Le 16 juin 2023, le Tribunal administratif de Paris a condamné l’État à indemniser des enfants victimes de la pollution de l’air. Sur la base des résultats d’une expertise ordonnée par jugement avant-dire droit, et en s’appuyant sur l’interprétation, par la CJUE, de la directive 2008/50/CE, le tribunal a reconnu un lien de causalité entre la pollution de l’air et les dommages corporels des victimes.

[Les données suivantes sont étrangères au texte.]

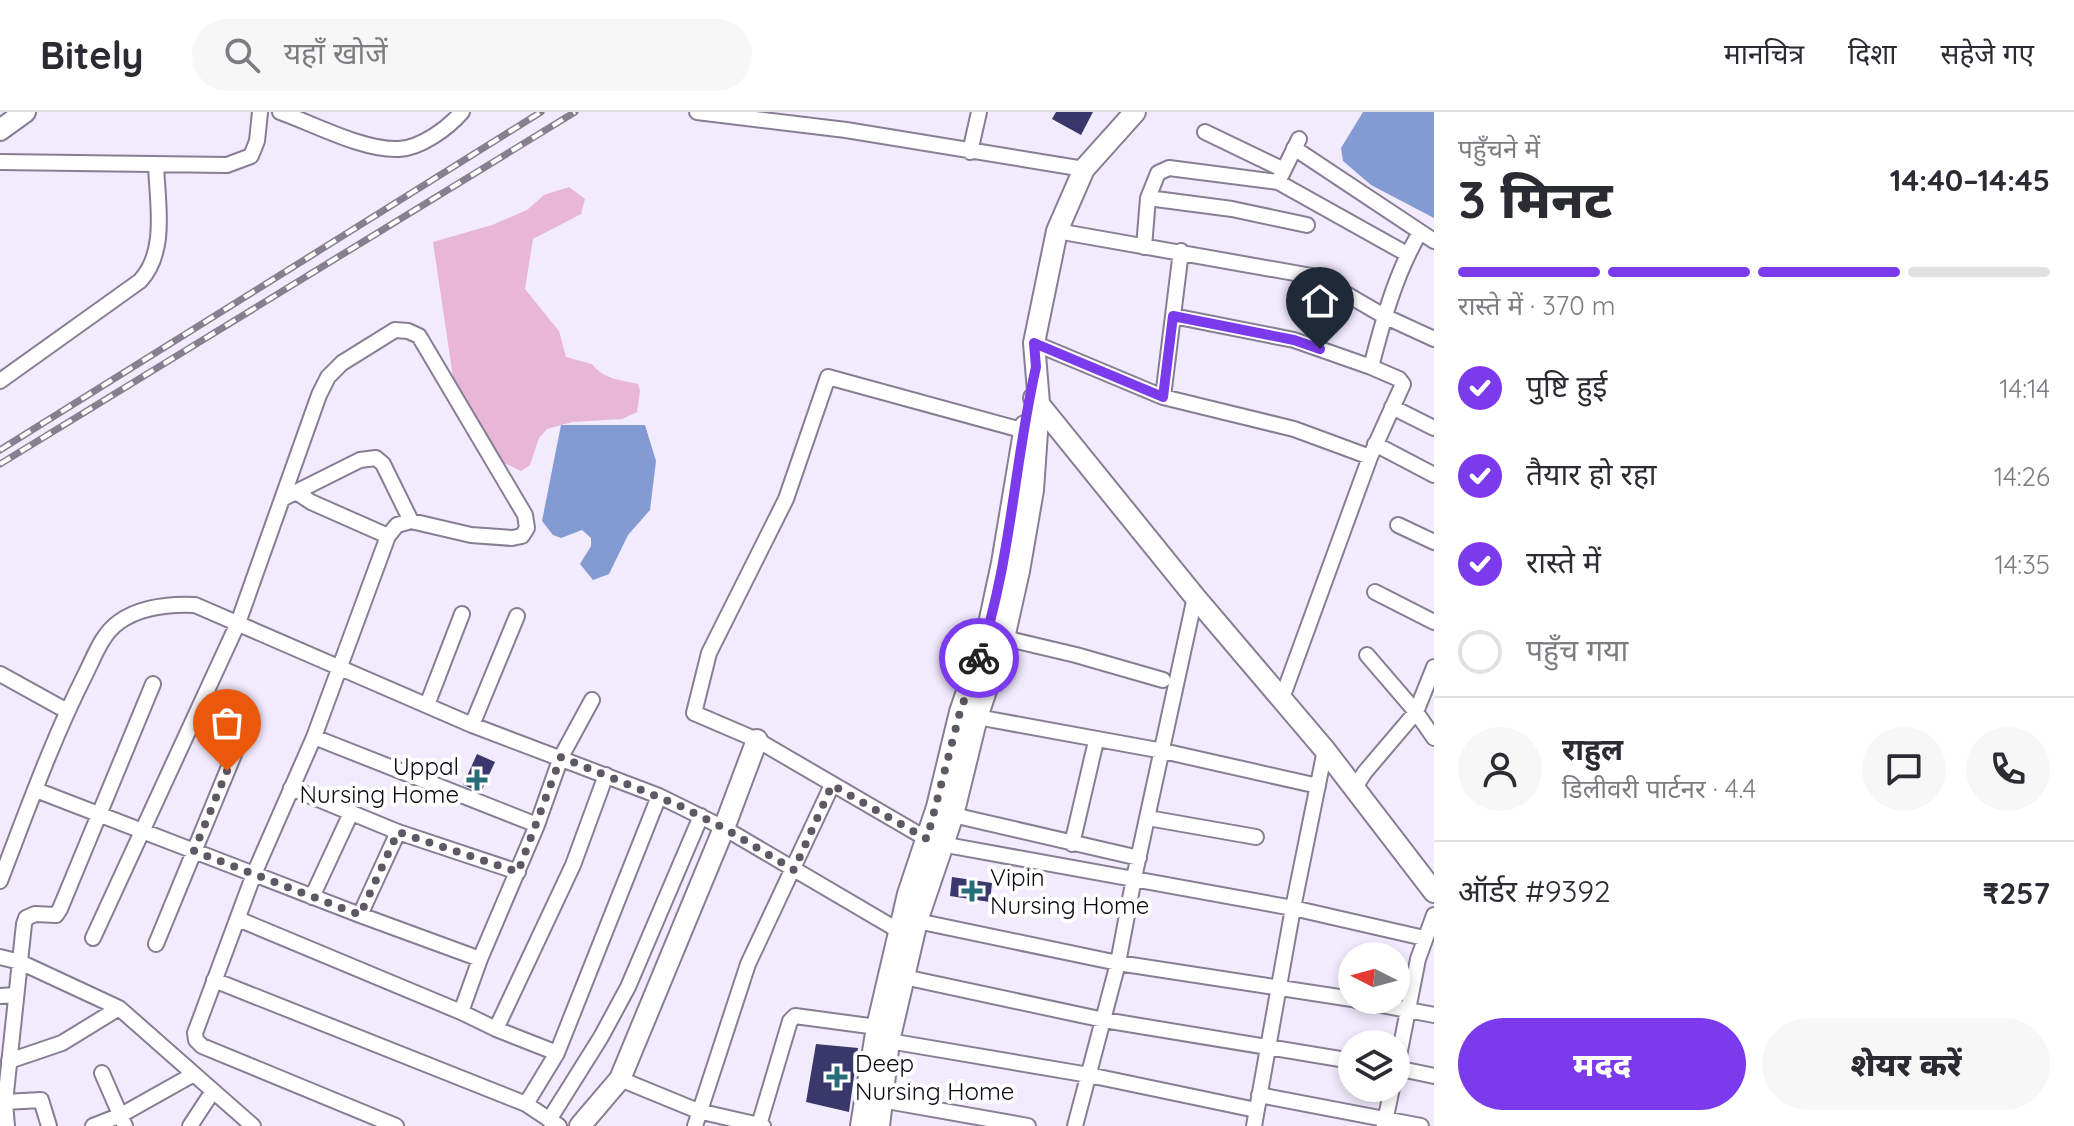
<!DOCTYPE html>
<html lang="hi">
<head>
<meta charset="utf-8">
<style>
	body { margin:0; font-family:Quicksand,"Noto Sans Devanagari",sans-serif; background:#f7f7f7; color:#2b2b33; height:100vh; display:flex; flex-direction:column; font-size:30px; white-space:nowrap }
	* { box-sizing:border-box; margin:0 }
	p { font-size:26px; color:#7c7c81 }
	.icon { flex:none; width:44px; height:44px; fill:none; stroke:currentColor; stroke-width:2; stroke-linecap:round; stroke-linejoin:round }
	.map { position:relative; flex:1; overflow:hidden }
	.details { display:flex; flex-direction:column; background:#fff; width:640px }
	.details>* { flex:none }
	.needle { width:52px; rotate:276deg }
	.buttons { position:absolute; left:1338px; top:830px; display:grid; gap:16px }
	.buttons a { display:grid; place-items:center; width:72px; height:72px; border-radius:50%; background:#fff; box-shadow:0 4px 12px #0003; font-size:40px }
	.pin { position:absolute; display:grid; place-items:center; width:68px; height:68px; color:#fff; margin:-82px -34px; border-radius:50% 50% 50% 0; rotate:-45deg; box-shadow:0 0 8px #0007 }
	.pin .icon { rotate:45deg }
	.courier { position:absolute; display:grid; place-items:center; width:80px; height:80px; margin:-40px; border:6px solid #7c3aed; border-radius:50%; background:#fff; color:#222; box-shadow:0 2px 10px #0007 }
	.overview em { font-style:normal; font-weight:800 }
	.overview div { display:flex; flex-direction:column-reverse }
	.overview { display:flex; align-items:center; justify-content:space-between; height:136px; padding:0 24px }
	h1 { font-size:52px; font-weight:800; line-height:60px }
	.bar { display:grid; grid-template-columns:repeat(4,1fr); gap:12px 8px; align-content:center; height:96px; padding:0 24px }
	.bar i { height:10px; border-radius:6px; background:#e1e1e2 }
	.bar .selected { background:#7c3aed }
	.bar p { grid-column:span 4 }
	.line { display:flex; align-items:center; gap:20px; padding:0 24px; border-top:2px solid #e1e1e2 }
	.line div { flex:1 }
	.round { display:grid; place-items:center; flex:none; width:84px; height:84px; border-radius:42px; background:#f7f7f7 }
	ol { padding:0 24px; list-style:none }
	li { display:flex; align-items:center; gap:24px; height:88px }
	li p { margin-inline-start:auto }
	li .icon { padding:8px; border-radius:50%; background:#7c3aed; color:#fff; stroke-width:4 }
	li:last-child { color:#7c7c81 }
	li i { width:44px; height:44px; border:4px solid #e1e1e2; border-radius:50% }
	.action { display:flex; gap:16px; margin-top:auto; padding:16px 24px }
	.action a { flex:1; height:92px; border-radius:48px; background:#7c3aed; color:#fff; font-size:32px; font-weight:800; line-height:92px; text-align:center }
	.action a+a { background:#f7f7f7; color:#2b2b33 }
	header { display:flex; align-items:center; gap:48px; box-sizing:border-box; height:112px; padding:0 40px; background:#fff; border-bottom:2px solid #e1e1e2 }
	header strong { font-size:38px }
	nav { display:flex; gap:44px; margin-inline-start:auto; font-size:28px }
	.search { width:560px; height:72px; background:#f7f7f7; display:flex; align-items:center; gap:20px; box-sizing:border-box; padding:0 28px; border-radius:44px; color:#7c7c81; font-size:30px }
	main { display:flex; flex:1; min-height:0 }
	.map>svg:first-child { display:block }
	.green { fill:#e8b6d6 }
	.water { fill:#829bd2 }
	.building { fill:#3a376a }
	.lines { fill:none; stroke-linecap:round; stroke-linejoin:round }
	.street-casing { stroke:#877e94; stroke-width:18 }
	.secondary-casing { stroke:#877e94; stroke-width:24 }
	.street { stroke:#fff; stroke-width:14 }
	.secondary { stroke:#fff; stroke-width:20 }
	.rail-casing { stroke:#85808d; stroke-width:7 }
	.rail { stroke:#fff; stroke-width:4; stroke-dasharray:12; stroke-linecap:butt }
	.done { stroke:#5d5864; stroke-width:8; stroke-dasharray:0 14.4 }
	.route { stroke:#7c3aed; stroke-width:10 }
	.poi-dot { fill:#266f7a; stroke:#fff; stroke-width:3 }
	.labels { text-anchor:middle; dominant-baseline:central; stroke-width:8; stroke-linejoin:round; paint-order:stroke }
	.poi-label { font-size:24px; fill:#0d0a12; stroke:#fff; text-anchor:start }
</style>
</head>
<body>
<header>
<strong>Bitely</strong>
<div class="search"><svg class="icon" aria-label="search" viewBox="0 0 24 24"><circle cx="10" cy="10" r="6"/><path d="M15 15l6 6"/></svg>यहाँ खोजें</div>
<nav><a>मानचित्र</a><a>दिशा</a><a>सहेजे गए</a></nav>
</header>
<main>
<div class="map">
<svg width="1434" height="1014" viewBox="0 0 1434 1014">
	<rect width="100%" height="100%" fill="#f2eafd"/>
	<!-- green -->
	<path class="green" d="M569,75l16,12 -4,15 -48,25 -8,50 34,42 7,26 26,7c11,15 28,16 46,20l2,7 -3,21 -15,7 -50,3 -25,7 -8,9 -9,27 -9,6 -23,-11 -45,-83 -20,-135 59,-17 35,-15 17,-15z"/>
	<!-- water -->
	<path class="water" d="M1363,0h71v106l-63,-33 -28,-24 -2,-13z
		M561,313h84l11,36 -6,49 -22,25 -19,39 -16,6 -13,-16 11,-18v-8l-9,-8 -21,8 -8,-3 -11,-14z"/>
	<!-- building -->
	<path class="building" d="M1056,0h37l-12,23 -29,-16z
		M477,642l18,8 -14,30 -18,-7z
		M952,765l40,6 -2,19 -40,-6z
		M816,932l42,4 -9,64 -43,-10z"/>
	<g class="lines">
		<!-- street casing -->
		<g class="street-casing">
			<path id="street" d="M280,0c34,12 84,39 119,37 22,-1 49,-21 63,-37
				M697,0l149,18 238,39
				M1205,20l79,38
				M1294,36l140,93
				M970,40l9,-40
				M0,50l227,3 24,-9 6,-15 3,-29
				M1278,70l129,72
				M1148,86l84,11 75,16
				M1057,119l260,46 67,39 50,23
				M1144,135l4,-49 10,-25 11,-5 109,14 21,-43
				M1173,204l121,24 77,27 28,12 4,5 -33,73 -89,244
				M1034,231l129,54 131,32 76,28
				M1371,255c12,-46 24,-92 48,-133
				M0,269l140,-100c28,-30 17,-79 16,-117
				M1163,285l18,-146
				M1392,295l42,21
				M1375,332l59,31
				M296,380l15,10 77,34
				M282,387l78,-39 16,-2 7,6 28,57
				M1398,413l36,17
				M1375,480l59,30
				M1004,526l72,17 87,25
				M1367,543l49,57 18,26
				M0,562l67,37
				M427,593l35,-91
				M977,605l186,34 155,35
				M472,613l45,-109
				M314,625l223,88
				M291,676l107,44 120,40
				M36,678l324,125 120,44
				M1353,678l12,-18 51,-60 18,-45
				M953,703l186,43
				M1148,706l108,19
				M927,727l-170,-99 -63,-27 15,-60 77,-154 42,-122 197,54
				M941,732l352,64 131,30
				M1072,732l24,-103
				M0,769c27,-70 52,-141 86,-208 9,-18 16,-39 33,-51 21,-15 51,-18 76,-17l277,120 187,71 65,32 177,104
				M312,785l39,-84
				M360,803l38,-83
				M238,807l223,93
				M917,809l201,42 234,36
				M93,826l145,-315 81,-228 9,-18 14,-14 53,-33 13,1 11,5 106,179 2,13 -5,8 -10,2 -41,-3 -60,-14 -14,4 -9,11 -74,201 -60,137 -59,159 1,7 6,6 194,80
				M156,832l93,-226
				M0,845l20,5 99,46 134,118
				M904,865l200,43 248,41
				M214,868l312,124 31,-51 102,-257
				M0,884l16,-1
				M1355,888l79,15
				M496,917l77,-164 33,-90
				M889,929l200,34 167,35
				M557,941l-61,-24 -35,-17 19,-53 57,-134 24,-68 31,-57
				M9,949l53,-18 57,-35
				M1396,956l38,8
				M1396,959l22,-112 16,-44
				M102,961l23,53
				M620,967l78,32 65,15
				M1259,983l162,31
				M881,988l147,26
				M5,990l36,-2 8,26
				M526,992l33,22
				M549,1008l52,-83 27,-50 73,-171
				M759,1013l31,-104 5,-5 82,11
				M7,1014l-2,-24 19,-178 2,-6 9,-4 21,1 4,-6 93,-225
				M93,1014l28,-11 73,-41
				M190,1014l23,-35
				M695,1014l53,-162 84,-179
				M1075,1014l43,-163 16,-85 61,-281
				M1254,1014l39,-218 32,-158
				M1384,1014l8,-38"/>
		</g>
		<!-- secondary casing -->
		<g class="secondary-casing">
			<path id="secondary" d="M0,18l25,-18
				M1034,286l161,199 130,153 109,142
				M580,1014l40,-47 104,-251 33,-88
				M861,1014l16,-99 31,-133 29,-87 23,-95 27,-79 15,-70 23,-137
				M879,1014l10,-85 28,-120 36,-106 24,-98 27,-79 15,-67 14,-81 6,-87 -5,-60 23,-112 27,-62 51,-57"/>
		</g>
		<!-- street -->
		<use href="#street" class="street"/>
		<!-- secondary -->
		<use href="#secondary" class="secondary"/>
		<!-- rail casing -->
		<g class="rail-casing">
			<path id="rail" d="M0,338l541,-338
				M0,352l575,-352"/>
		</g>
		<!-- rail -->
		<use href="#rail" class="rail"/>
	</g>
	<g class="lines">
		<!-- done -->
		<path class="done" d="M227,659l-33,80 166,64 38,-83 120,40 43,-115 119,49 44,22 70,42 38,-85 95,54 33,-127 19,-54"/>
		<!-- route -->
		<path class="route" d="M979,546c32,-94 35,-195 57,-291l-2,-24 129,54 10,-81 121,24 26,9"/>
	</g>
	<!-- markers -->
	<g class="poi-dot">
		<path d="M473 656h8v8h8v8h-8v8h-8v-8h-8v-8h8z"/>
		<path d="M968 767h8v8h8v8h-8v8h-8v-8h-8v-8h8z"/>
		<path d="M833 953h8v8h8v8h-8v8h-8v-8h-8v-8h8z"/>
	</g>
	<g class="labels">
		<!-- poi labels -->
		<g class="poi-label">
			<text x="459" y="654" text-anchor="end">Uppal<tspan x="459" dy="28">Nursing Home</tspan></text>
			<text x="990" y="765">Vipin<tspan x="990" dy="28">Nursing Home</tspan></text>
			<text x="855" y="951">Deep<tspan x="855" dy="28">Nursing Home</tspan></text>
		</g>
	</g>
</svg>
<div class="buttons">
<a><svg class="needle" viewBox="-14 -14 28 28"><path d="M0-13l5 13h-10z" fill="#e53935"/><path d="M0 13l5-13h-10z" fill="#7c7c81"/></svg></a>
<a><svg class="icon" aria-label="layers" viewBox="0 0 24 24"><path d="M12 4l9 5-9 5-9-5zM3 14l9 5 9-5"/></svg></a>
</div>
<div class="pin" style="left:227px;top:659px;background:#ea580c"><svg class="icon" aria-label="bag" viewBox="0 0 24 24"><path d="M5 8h14l-1 12H6zM9 8a3 3 0 0 1 6 0"/></svg></div>
<div class="pin" style="left:1320px;top:237px;background:#1f2937"><svg class="icon" aria-label="home" viewBox="0 0 24 24"><path d="M3 11l9-7 9 7M6 9v11h12V9"/></svg></div>
<div class="courier" style="left:979px;top:546px"><svg class="icon" aria-label="bike" viewBox="0 0 24 24"><circle cx="6" cy="16" r="4"/><circle cx="18" cy="16" r="4"/><path d="M6 16l4-8h5l3 8M10 8l3 8H6M13 5h3"/></svg></div>
</div>
<section class="details">
<div class="overview"><div><h1>3 मिनट</h1><p>पहुँचने में</p></div><em>14:40–14:45</em></div>
<div class="bar"><i class="selected"></i><i class="selected"></i><i class="selected"></i><i></i><p>रास्ते में · 370 m</p></div>
<ol>
<li><svg class="icon" aria-label="check" viewBox="0 0 24 24"><path d="M5 12l5 5 9-10"/></svg>पुष्टि हुई<p>14:14</p></li>
<li><svg class="icon" aria-label="check" viewBox="0 0 24 24"><path d="M5 12l5 5 9-10"/></svg>तैयार हो रहा<p>14:26</p></li>
<li><svg class="icon" aria-label="check" viewBox="0 0 24 24"><path d="M5 12l5 5 9-10"/></svg>रास्ते में<p>14:35</p></li>
<li><i></i>पहुँच गया</li>
</ol>
<div class="line" style="height:144px"><a class="round"><svg class="icon" aria-label="person" viewBox="0 0 24 24"><circle cx="12" cy="8" r="4"/><path d="M4 21q1-7 8-7t8 7"/></svg></a><div><b>राहुल</b><p>डिलीवरी पार्टनर · 4.4</p></div><a class="round"><svg class="icon" aria-label="chat" viewBox="0 0 24 24"><path d="M4 5h16v11H9l-5 4z"/></svg></a><a class="round"><svg class="icon" aria-label="phone" viewBox="0 0 24 24"><path d="M5 4h4l2 5-3 2q2 4 5 5l2-3 5 2v4C11 20 4 13 5 4z"/></svg></a></div>
<div class="line" style="height:104px"><div>ऑर्डर #9392</div><b>₹257</b></div>
<div class="action"><a>मदद</a><a>शेयर करें</a></div>
</section>
</main>
</body>
</html>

Malgré une indemnisation symbolique, cette décision constitue le premier cas de réparation des préjudices subis par des particuliers liés à la pollution de l’air.

Par deux décisions du 16 juin 2023, le Tribunal administratif de Paris reconnaît la responsabilité de l’État du fait de troubles respiratoires subis par des enfants en raison de sa carence fautive en matière de lutte contre la pollution atmosphérique.

Dans cette affaire, les requérants, parents d’enfants en bas âge et anciennement résidents à Paris, imputent les maladies respiratoires contractées par leurs filles mineures à la pollution atmosphérique en Île-de-France.

À la suite d’une réclamation indemnitaire adressée au ministre de la Transition écologique et solidaire et au préfet de police les 3 et 30 octobre 2020, les requérants ont déposé une requête introductive d’instance devant le Tribunal administratif de Paris aux fins d’engager la responsabilité de l’État du fait des préjudices subis par leurs filles.

Par un jugement avant-dire droit en date du 7 février 2022, le tribunal juge que l’État a effectivement commis une faute et ordonne une expertise afin d’évaluer les conséquences des dépassements des seuils de concentration de gaz polluants sur la santé des requérants.

En se fondant sur les résultats de cette expertise, il reconnaît, pour la première fois, l’existence d’un lien de causalité entre les périodes de dépassements des limites de concentration des polluants dans l’air et les dommages corporels et condamne l’État à indemniser le préjudice corporel des requérants.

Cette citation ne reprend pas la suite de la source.